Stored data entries
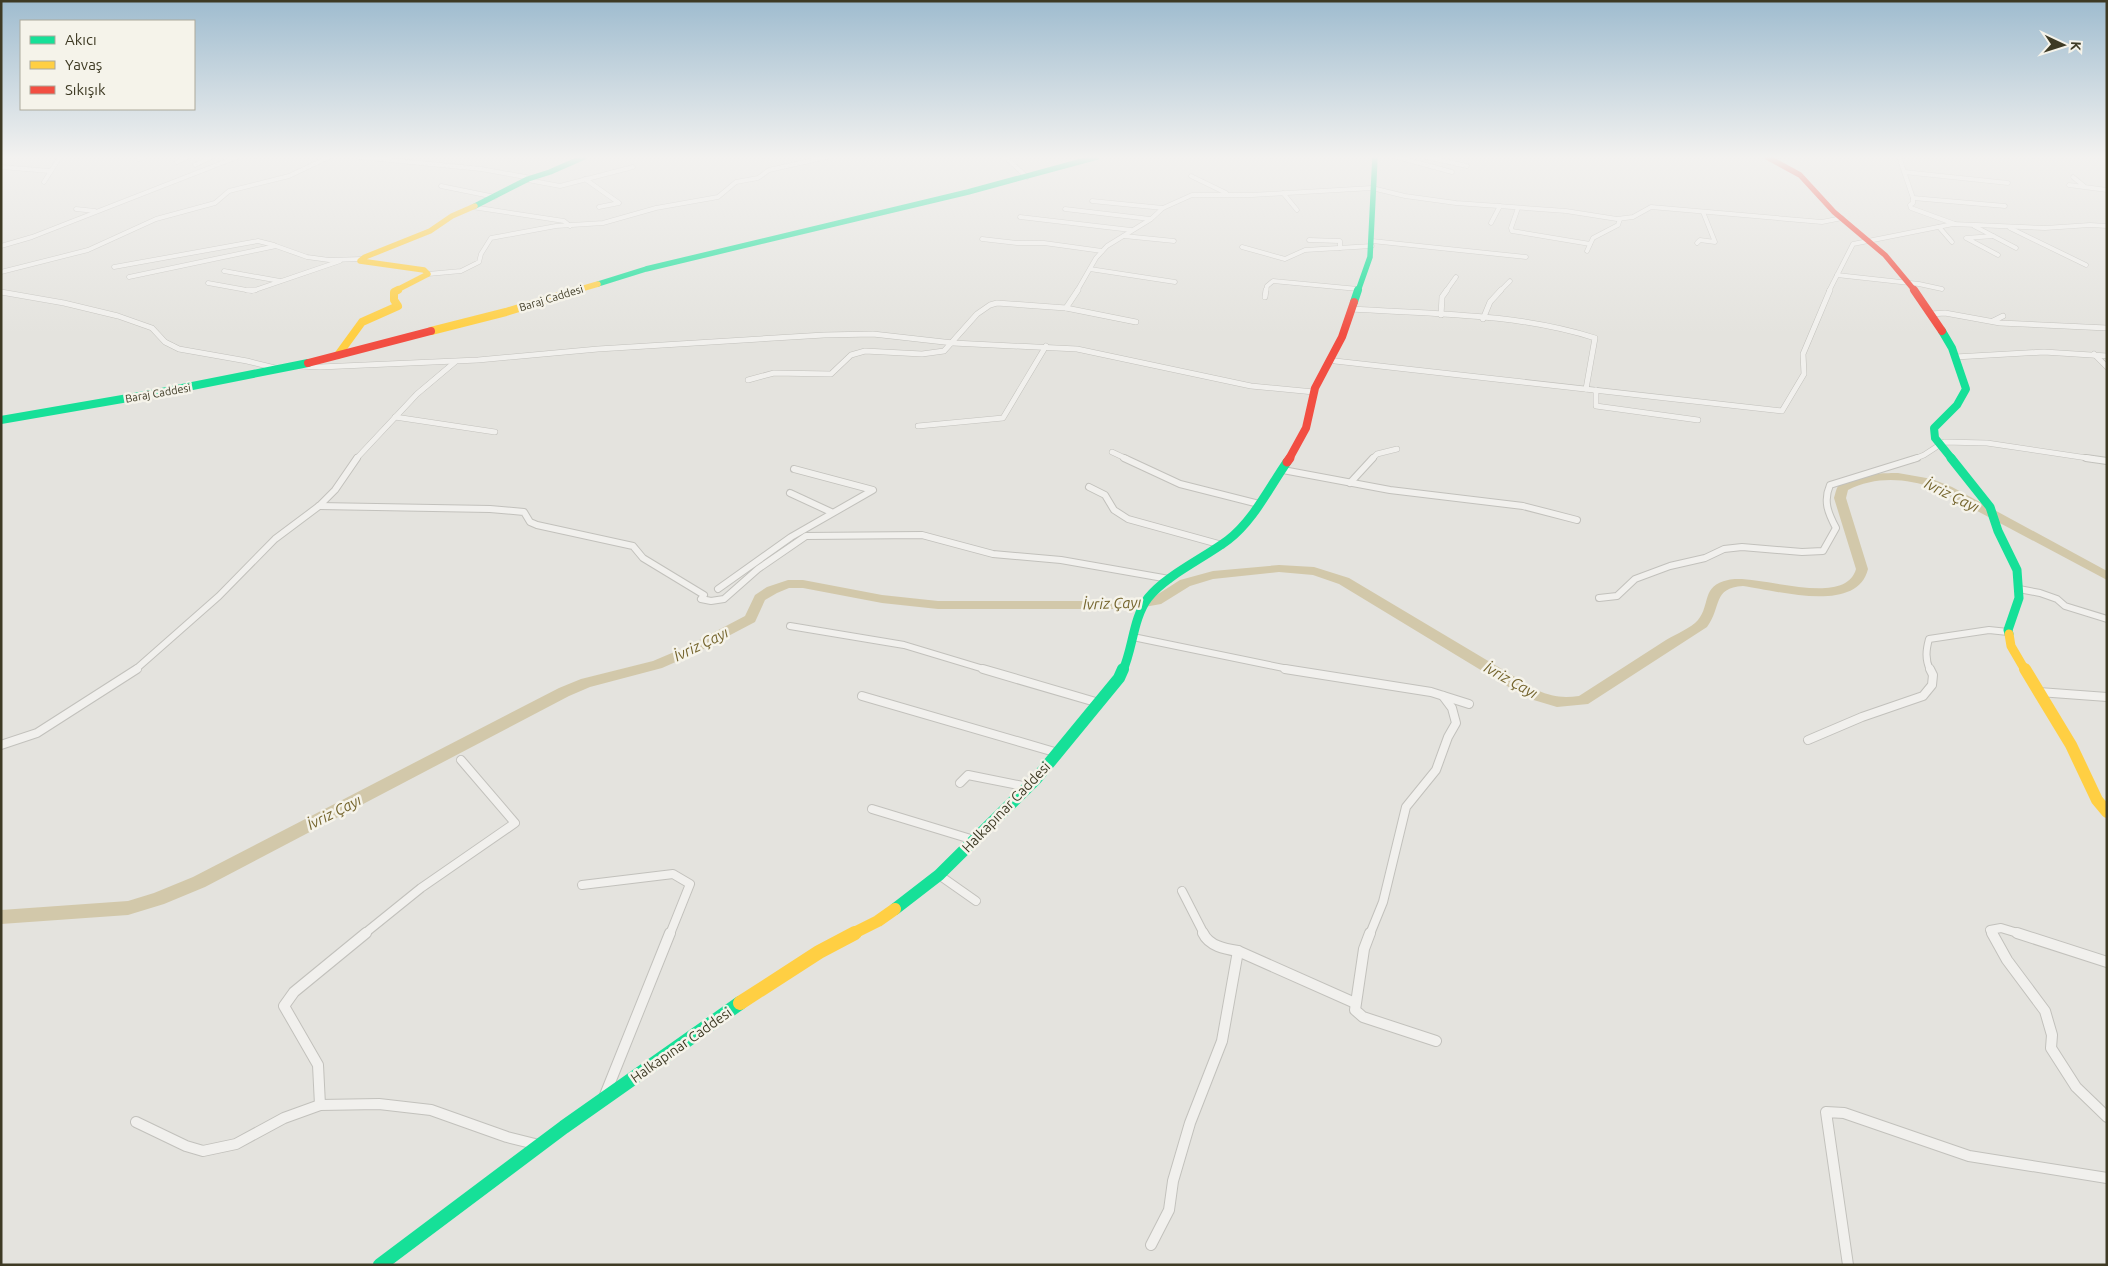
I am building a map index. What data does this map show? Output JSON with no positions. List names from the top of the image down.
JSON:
{
  "streets": {
    "main road": ["Baraj Caddesi", "Halkapınar Caddesi"]
  },
  "water": ["İvriz Çayı"],
  "legend": ["Akıcı", "Yavaş", "Sıkışık"],
  "north": "right"
}
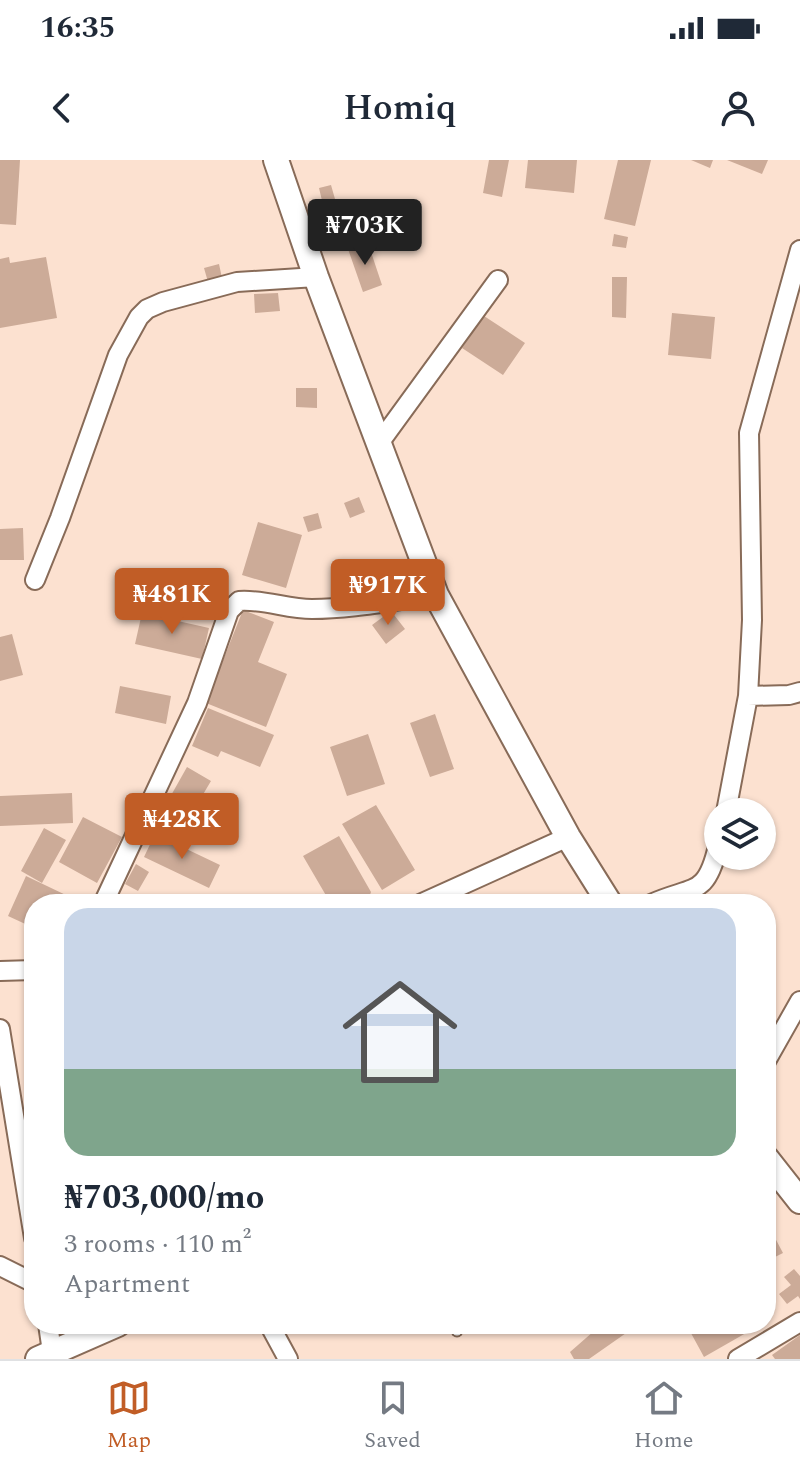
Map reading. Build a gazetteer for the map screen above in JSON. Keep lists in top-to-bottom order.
{
  "page": {
    "status": "16:35",
    "header": "Homiq",
    "price": [
      "₦703K",
      "₦917K",
      "₦481K",
      "₦428K"
    ],
    "list": [
      {
        "name": "₦703,000/mo",
        "note": "3 rooms · 110 m² · Apartment"
      }
    ],
    "tabs": ["Map", "Saved", "Home"]
  }
}
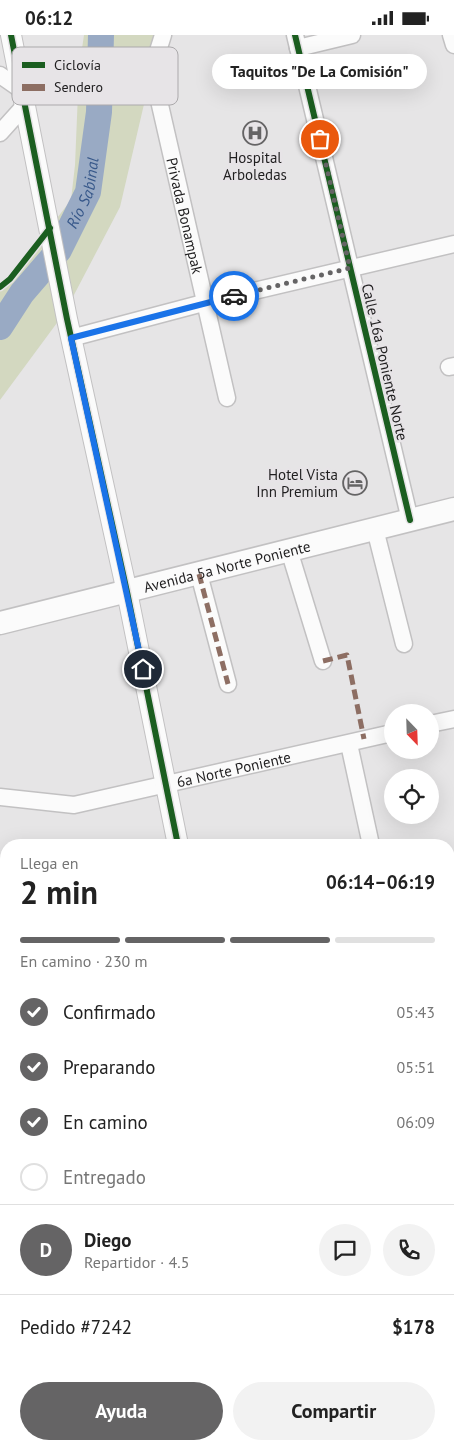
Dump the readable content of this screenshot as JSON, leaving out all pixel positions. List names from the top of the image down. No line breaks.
{"streets":{"main road":["Avenida 5a Norte Poniente"],"street":["Privada Bonampak","Calle 16a Poniente Norte","6a Norte Poniente"]},"crossings":[["Calle 16a Poniente Norte","Avenida 5a Norte Poniente"]],"water":["Río Sabinal"],"places":{"hospital":["Hospital Arboledas"],"other":["Taquitos \"De La Comisión\""],"hotel":["Hotel Vista Inn Premium"]},"legend":["Ciclovía","Sendero"],"north":"bottom right","page":{"status":"06:12","bubble":"Taquitos \"De La Comisión\"","heading":["2 min","Llega en","06:14–06:19"],"panel":["Diego","Repartidor · 4.5","Pedido #7242","$178"],"bar":"En camino · 230 m","list":[["Confirmado","05:43"],["Preparando","05:51"],["En camino","06:09"],"Entregado"],"round":"D","buttons":["Ayuda","Compartir"]}}
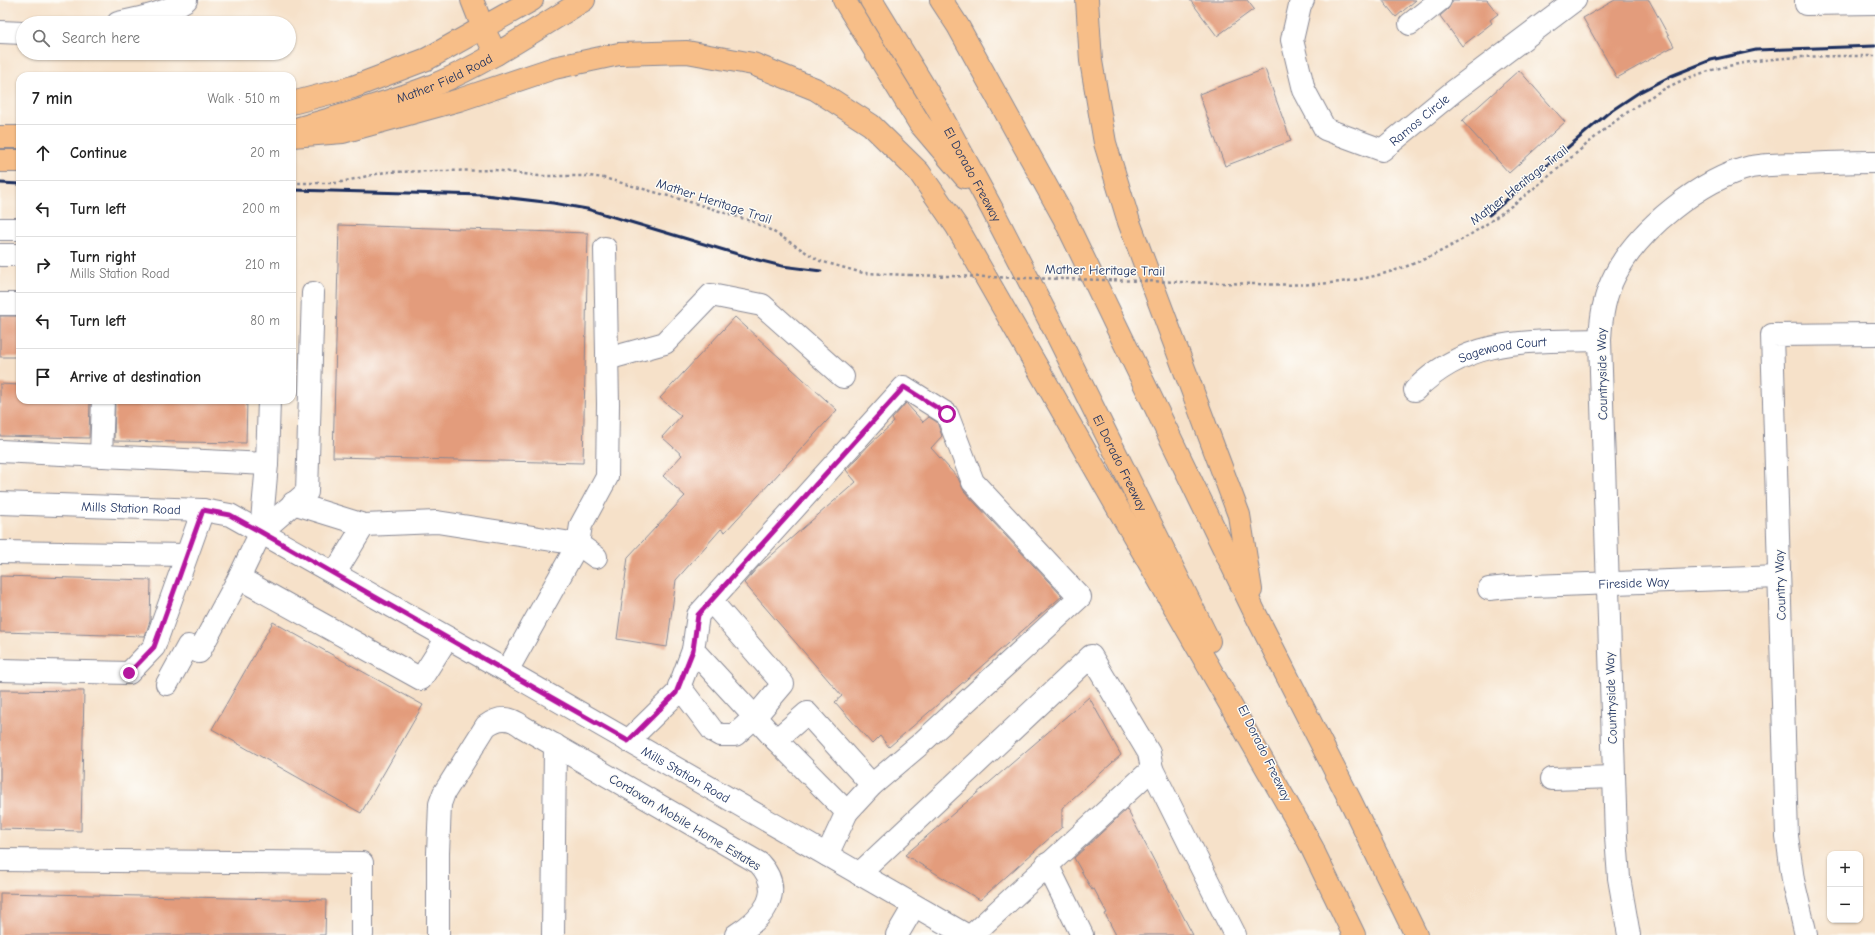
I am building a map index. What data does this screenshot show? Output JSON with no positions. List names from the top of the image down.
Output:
{
  "streets": {
    "main road": ["Mather Field Road", "El Dorado Freeway"],
    "street": [
      "Ramos Circle",
      "Sagewood Court",
      "Countryside Way",
      "Mills Station Road",
      "Fireside Way",
      "Country Way",
      "Cordovan Mobile Home Estates"
    ],
    "path": ["Mather Heritage Trail"]
  },
  "crossings": [
    ["Sagewood Court", "Countryside Way"],
    ["Countryside Way", "Fireside Way"],
    ["Fireside Way", "Country Way"]
  ],
  "page": {
    "search": "Search here",
    "heading": ["7 min", "Walk · 510 m"],
    "list": [
      ["Continue", "20 m"],
      ["Turn left", "200 m"],
      ["Turn right", "Mills Station Road", "210 m"],
      ["Turn left", "80 m"],
      "Arrive at destination"
    ],
    "map_buttons": ["+", "−"]
  }
}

» To do:
Please transcribe each entry exactly and exclude any image it contains.

» Solution to this problem:
I am building a map index. What data does this map show? Output JSON with no positions. List names from the top of the image down.
JSON:
{
  "streets": {
    "main road": ["Baraj Caddesi", "Halkapınar Caddesi"]
  },
  "water": ["İvriz Çayı"],
  "legend": ["Akıcı", "Yavaş", "Sıkışık"],
  "north": "right"
}
Map reading. Build a gazetteer for the map screen above in JSON. Keep lists in top-to-bottom order.
{
  "page": {
    "status": "16:35",
    "header": "Homiq",
    "price": [
      "₦703K",
      "₦917K",
      "₦481K",
      "₦428K"
    ],
    "list": [
      {
        "name": "₦703,000/mo",
        "note": "3 rooms · 110 m² · Apartment"
      }
    ],
    "tabs": ["Map", "Saved", "Home"]
  }
}
Dump the readable content of this screenshot as JSON, leaving out all pixel positions. List names from the top of the image down. No line breaks.
{"streets":{"main road":["Avenida 5a Norte Poniente"],"street":["Privada Bonampak","Calle 16a Poniente Norte","6a Norte Poniente"]},"crossings":[["Calle 16a Poniente Norte","Avenida 5a Norte Poniente"]],"water":["Río Sabinal"],"places":{"hospital":["Hospital Arboledas"],"other":["Taquitos \"De La Comisión\""],"hotel":["Hotel Vista Inn Premium"]},"legend":["Ciclovía","Sendero"],"north":"bottom right","page":{"status":"06:12","bubble":"Taquitos \"De La Comisión\"","heading":["2 min","Llega en","06:14–06:19"],"panel":["Diego","Repartidor · 4.5","Pedido #7242","$178"],"bar":"En camino · 230 m","list":[["Confirmado","05:43"],["Preparando","05:51"],["En camino","06:09"],"Entregado"],"round":"D","buttons":["Ayuda","Compartir"]}}
I am building a map index. What data does this screenshot show? Output JSON with no positions. List names from the top of the image down.
Output:
{
  "streets": {
    "main road": ["Mather Field Road", "El Dorado Freeway"],
    "street": [
      "Ramos Circle",
      "Sagewood Court",
      "Countryside Way",
      "Mills Station Road",
      "Fireside Way",
      "Country Way",
      "Cordovan Mobile Home Estates"
    ],
    "path": ["Mather Heritage Trail"]
  },
  "crossings": [
    ["Sagewood Court", "Countryside Way"],
    ["Countryside Way", "Fireside Way"],
    ["Fireside Way", "Country Way"]
  ],
  "page": {
    "search": "Search here",
    "heading": ["7 min", "Walk · 510 m"],
    "list": [
      ["Continue", "20 m"],
      ["Turn left", "200 m"],
      ["Turn right", "Mills Station Road", "210 m"],
      ["Turn left", "80 m"],
      "Arrive at destination"
    ],
    "map_buttons": ["+", "−"]
  }
}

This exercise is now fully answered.